Saved data entries:
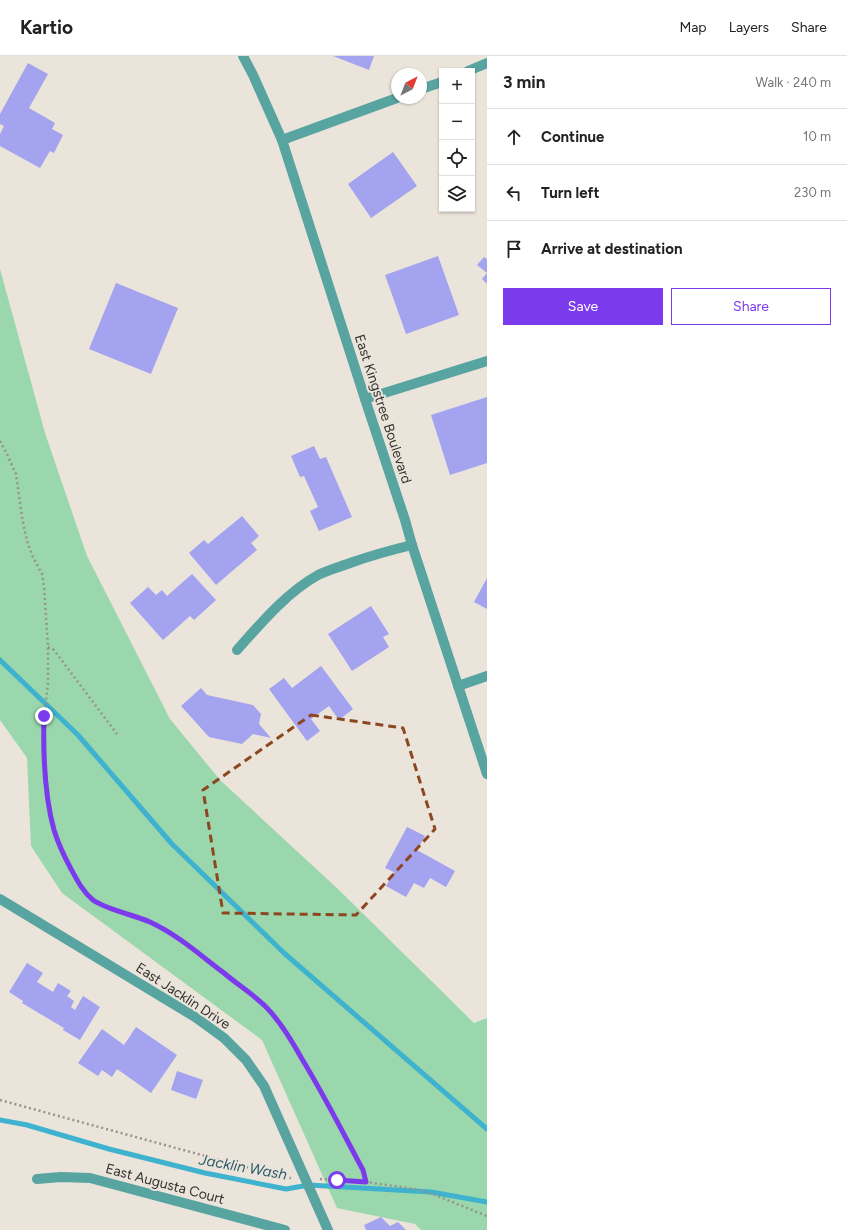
<!DOCTYPE html>
<meta charset="utf-8">
<style>
:root{--surface:#fff;--page:#f6f6f6;--text:#222;--muted:#767676;--line:#e0e0e0;--accent:#7c3aed}
body{margin:0;font-family:Figtree,sans-serif;background:var(--page);color:var(--text)}
.controls{position:absolute;right:12px;top:12px;display:grid;overflow:hidden;border-radius:0px;box-shadow:0 1px 3px #0004}
.controls button{width:36px;height:36px;display:grid;place-items:center;padding:0;border:0;border-bottom:1px solid var(--line);background:var(--surface);color:var(--text);font:20px sans-serif}
.compass{position:absolute;left:391px;top:12px;width:36px;height:36px;border-radius:50%;background:var(--surface);box-shadow:0 1px 3px #0004;rotate:42deg}
.stop{position:absolute;width:12px;height:12px;margin:-9px;border:3px solid #7c3aed;border-radius:50%;background:#fff}
.stop.end{background:#7c3aed;border-color:#fff;box-shadow:0 1px 4px #0008}
.list{margin:0;padding:0;list-style:none}
h2{display:flex;justify-content:space-between;align-items:center;height:52px;margin:0;padding:0 16px;font-size:17px}
h2 small{font-size:13px;font-weight:400;color:var(--muted)}
.list li{display:grid;grid-template-columns:26px 1fr auto;gap:12px;align-items:center;box-sizing:border-box;height:56px;padding:0 16px;border-top:1px solid var(--line)}
.list b{display:block;font-size:15px;white-space:nowrap}
.list em{font-size:13px;font-style:normal;color:var(--muted)}
.actions{display:flex;gap:8px;padding:12px 16px}
.actions a{flex:1;padding:9px 0;border:1px solid var(--accent);border-radius:0px;text-align:center;font-size:14px;color:var(--accent)}
.actions .main{background:var(--accent);color:#fff}
.icon{flex:none;width:22px;height:22px;fill:none;stroke:currentColor;stroke-width:2;stroke-linecap:round;stroke-linejoin:round}
.map{position:relative;flex:none;width:487px;height:1174px;overflow:hidden}
header{display:flex;align-items:center;gap:24px;box-sizing:border-box;height:56px;padding:0 20px;background:var(--surface);border-bottom:1px solid var(--line)}
header strong{font-size:19px}
nav{display:flex;gap:22px;margin-inline-start:auto;font-size:14px}
main{display:flex}
aside{flex:1;background:var(--surface)}
.map>svg:first-child{display:block}
.green{fill:#9ad7ac}
.lines{fill:none;stroke-linecap:round;stroke-linejoin:round}
.stream{stroke:#3eb2ce;stroke-width:5}
.building{fill:#a3a3ef}
.path{stroke:#97928b;stroke-width:2.5;stroke-dasharray:2 3;stroke-linecap:butt}
.minor{stroke:#57a4a0;stroke-width:10}
.route{stroke:#7c3aed;stroke-width:5}
.marked{fill:none;stroke:#8d4720;stroke-width:3;stroke-dasharray:8 5;stroke-linejoin:round}
.labels{text-anchor:middle;dominant-baseline:central;stroke-width:4;stroke-linejoin:round;paint-order:stroke}
.street-label{font-size:14px;fill:#34312e;stroke:#ebe4db}
.water-label{font-size:15px;font-style:italic;fill:#2c5c69;stroke:#ebe4db}
</style>
<header>
<strong>Kartio</strong>
<nav><a>Map</a><a>Layers</a><a>Share</a></nav>
</header>
<main>
<div class="map">
<svg width="487" height="1174" viewBox="0 0 487 1174">
<rect width="100%" height="100%" fill="#ebe4db"/>
<polygon class="green" points="0,213 45,377 87,500 170,663 220,724 339,834 474,967 487,962 487,1174 421,1174 415,1168 337,1152 262,984 62,837 31,790 27,702 0,664"/>
<g class="lines">
<g class="stream">
<polyline points="0,604 78,679 172,788 284,897 487,1073"/>
<polyline points="0,1064 27,1069 109,1093 205,1117 286,1133 309,1129 431,1136 487,1146"/>
</g>
</g>
<g class="building">
<polygon points="333,0 374,0 369,14"/>
<polygon points="28,7 48,18 29,52 55,67 52,73 63,79 54,97 50,95 40,112 0,90 0,78 4,70 0,68 0,58"/>
<polygon points="393,96 417,130 371,162 348,128"/>
<polygon points="438,200 459,259 406,278 385,219"/>
<polygon points="484,201 487,203 487,228 482,223 487,217 477,209"/>
<polygon points="116,227 178,252 151,318 89,293"/>
<polygon points="487,341 487,407 450,419 431,359"/>
<polygon points="314,390 320,403 326,401 352,461 319,475 310,455 318,451 304,420 300,421 291,400"/>
<polygon points="242,460 259,480 251,487 257,494 216,529 189,497 204,484 208,488"/>
<polygon points="192,518 216,544 194,564 190,560 163,584 130,547 148,531 156,539 162,534 167,540"/>
<polygon points="487,522 487,553 474,546"/>
<polygon points="371,550 389,578 383,581 389,591 352,615 328,578"/>
<polygon points="321,610 353,653 339,664 329,650 311,663 320,675 307,685 269,633 284,622 292,632"/>
<polygon points="201,632 207,639 253,649 261,658 259,668 271,682 253,678 242,688 209,681 181,650"/>
<polygon points="407,771 425,780 417,794 455,815 446,831 430,822 424,832 414,827 406,841 386,830 394,816 385,812"/>
<polygon points="27,907 43,917 37,926 53,936 58,927 71,935 67,940 74,945 71,951 75,954 83,940 100,951 80,984 63,974 64,972 22,947 23,945 9,936"/>
<polygon points="136,971 177,999 151,1037 117,1013 112,1021 102,1014 98,1020 78,1007 102,973 124,989"/>
<polygon points="177,1015 203,1024 196,1043 171,1034"/>
<polygon points="381,1161 390,1170 398,1166 406,1174 366,1174 364,1169"/>
</g>
<g class="lines">
<g class="path">
<polyline points="0,385 6,396 16,418 22,461 27,485 33,501 42,518 44,530 48,591 48,628 44,660 44,697 49,746 54,774 63,798 76,824 84,835 94,845 106,851 150,866 175,880 188,888 225,919 247,934 267,951 279,965 291,982 315,1025 363,1114 366,1126"/>
<polyline points="48,591 54,594 117,678"/>
<polyline points="0,1044 286,1122 291,1122"/>
<polyline points="320,1123 366,1126 415,1133 435,1139 487,1160"/>
</g>
<g class="minor">
<polyline points="243,0 253,19 282,84 365,343 405,464 412,489 487,718"/>
<polyline points="468,15 487,7"/>
<polyline points="421,33 442,26"/>
<polyline points="282,84 397,42"/>
<polyline points="365,343 487,305"/>
<path d="M237 594C261 567 286 537 318 519 328 514 339 511 350 507 370 500 391 494 412 489"/>
<polyline points="458,630 487,620"/>
<polyline points="0,843 195,961 224,982 246,1004 264,1030 328,1174"/>
<polyline points="37,1123 61,1121 90,1122 285,1174"/>
</g>
</g>
<g class="lines">
<path class="route" d="M44 660C43 697 44 738 54 774 58 787 64 800 71 813 77 824 83 836 93 844 105 853 134 859 150 866 178 879 200 899 224 917 238 929 253 938 266 951 281 966 292 985 302 1003 324 1039 343 1077 363 1114L366 1126 337 1124"/>
</g>
<path class="marked" d="M311 659 403 672 435 773 356 859 223 857 203 734Z"/>
<g class="labels">
<g class="street-label">
<text transform="translate(383 353) rotate(72)">East Kingstree Boulevard</text>
<text transform="translate(183 940) rotate(33)">East Jacklin Drive</text>
<text transform="translate(165 1128) rotate(15)">East Augusta Court</text>
</g>
<g class="water-label">
<text transform="translate(243 1111) rotate(10)">Jacklin Wash</text>
</g>
</g>
</svg>
<div class="controls">
<button>+</button>
<button>−</button>
<button><svg class="icon" aria-label="locate" viewBox="0 0 24 24"><circle cx="12" cy="12" r="6"/><path d="M12 2v4M12 18v4M2 12h4M18 12h4"/></svg></button>
<button><svg class="icon" aria-label="layers" viewBox="0 0 24 24"><path d="M12 4l9 5-9 5-9-5zM3 14l9 5 9-5"/></svg></button>
</div>
<svg class="compass" viewBox="-18 -18 36 36"><path d="M0-13l5 13h-10z" fill="#e53935"/><path d="M0 13l5-13h-10z" fill="#767676"/></svg>
<div class="stop" style="left:337px;top:1124px"></div>
<div class="stop end" style="left:44px;top:660px"></div>
</div>
<aside>
<h2>3 min<small>Walk · 240 m</small></h2>
<ul class="list">
<li><svg class="icon" aria-label="ahead" viewBox="0 0 24 24"><path d="M12 20V5M6 11l6-6 6 6"/></svg><div><b>Continue</b></div><em>10 m</em></li>
<li><svg class="icon" aria-label="left" viewBox="0 0 24 24"><path d="M17 20v-9H6M10 6l-5 5 5 5"/></svg><div><b>Turn left</b></div><em>230 m</em></li>
<li><svg class="icon" aria-label="arrive" viewBox="0 0 24 24"><path d="M6 21V4h12l-3 4 3 4H6"/></svg><div><b>Arrive at destination</b></div></li>
</ul>
<div class="actions"><a class="main">Save</a><a>Share</a></div>
</aside>
</main>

_WHAT YOU HAVE TO DO_
Work out how many lines of the data hold the string "labels". Reply with that number alone.

_WRITTEN REPLY_
2